**The task**
Once the pictures are set aside, transcribe each line of the data exactly.

**Exercise data**
####################

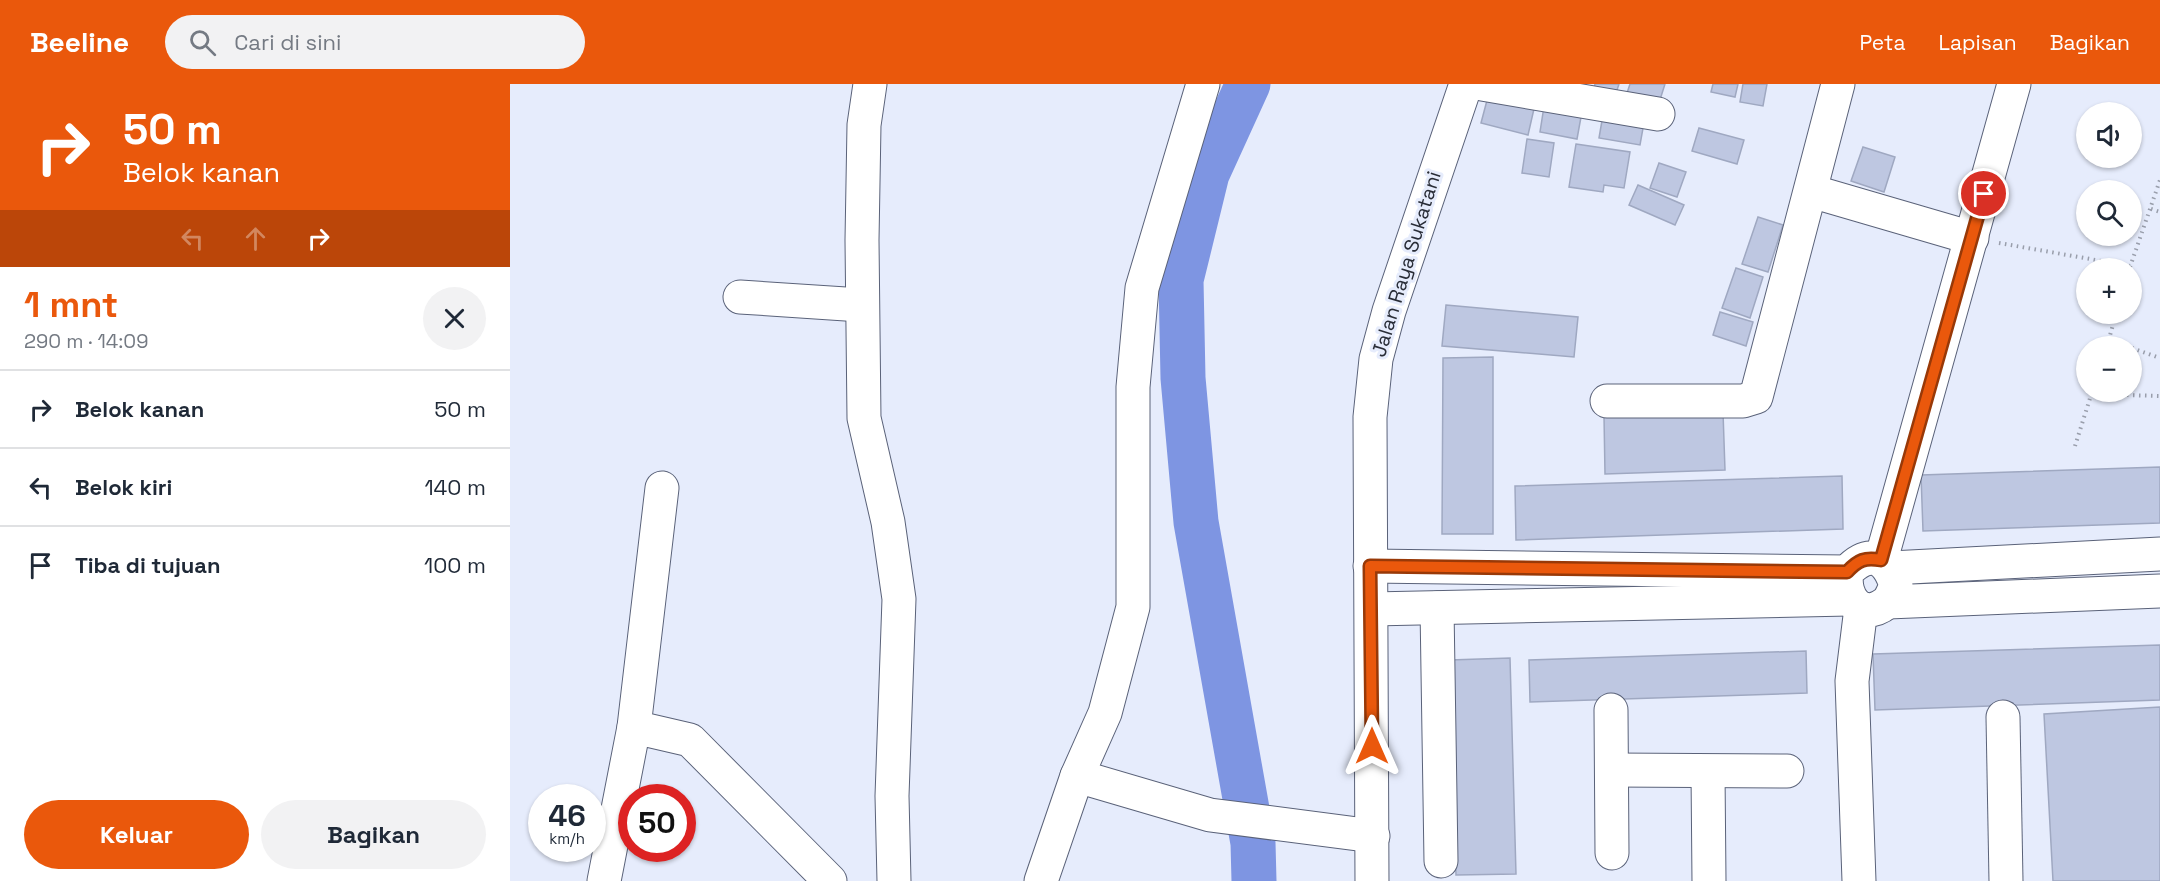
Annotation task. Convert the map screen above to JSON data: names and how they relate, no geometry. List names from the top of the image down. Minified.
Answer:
{"streets":{"street":["Jalan Raya Sukatani"]},"page":{"header":"Beeline","search":"Cari di sini","nav":["Peta","Lapisan","Bagikan"],"turn":["50 m","Belok kanan"],"map_buttons":["+","−"],"heading":["1 mnt","290 m · 14:09"],"list":[{"name":"Belok kanan","value":"50 m"},{"name":"Belok kiri","value":"140 m"},{"name":"Tiba di tujuan","value":"100 m"}],"speed":"46 km/h","limit":"50","buttons":["Keluar","Bagikan"]}}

####################

**Output for this exercise**
Annotation task. Convert the map screen above to JSON data: names and how they relate, no geometry. List names from the top of the image down. Minified.
Answer:
{"streets":{"street":["Jalan Raya Sukatani"]},"page":{"header":"Beeline","search":"Cari di sini","nav":["Peta","Lapisan","Bagikan"],"turn":["50 m","Belok kanan"],"map_buttons":["+","−"],"heading":["1 mnt","290 m · 14:09"],"list":[{"name":"Belok kanan","value":"50 m"},{"name":"Belok kiri","value":"140 m"},{"name":"Tiba di tujuan","value":"100 m"}],"speed":"46 km/h","limit":"50","buttons":["Keluar","Bagikan"]}}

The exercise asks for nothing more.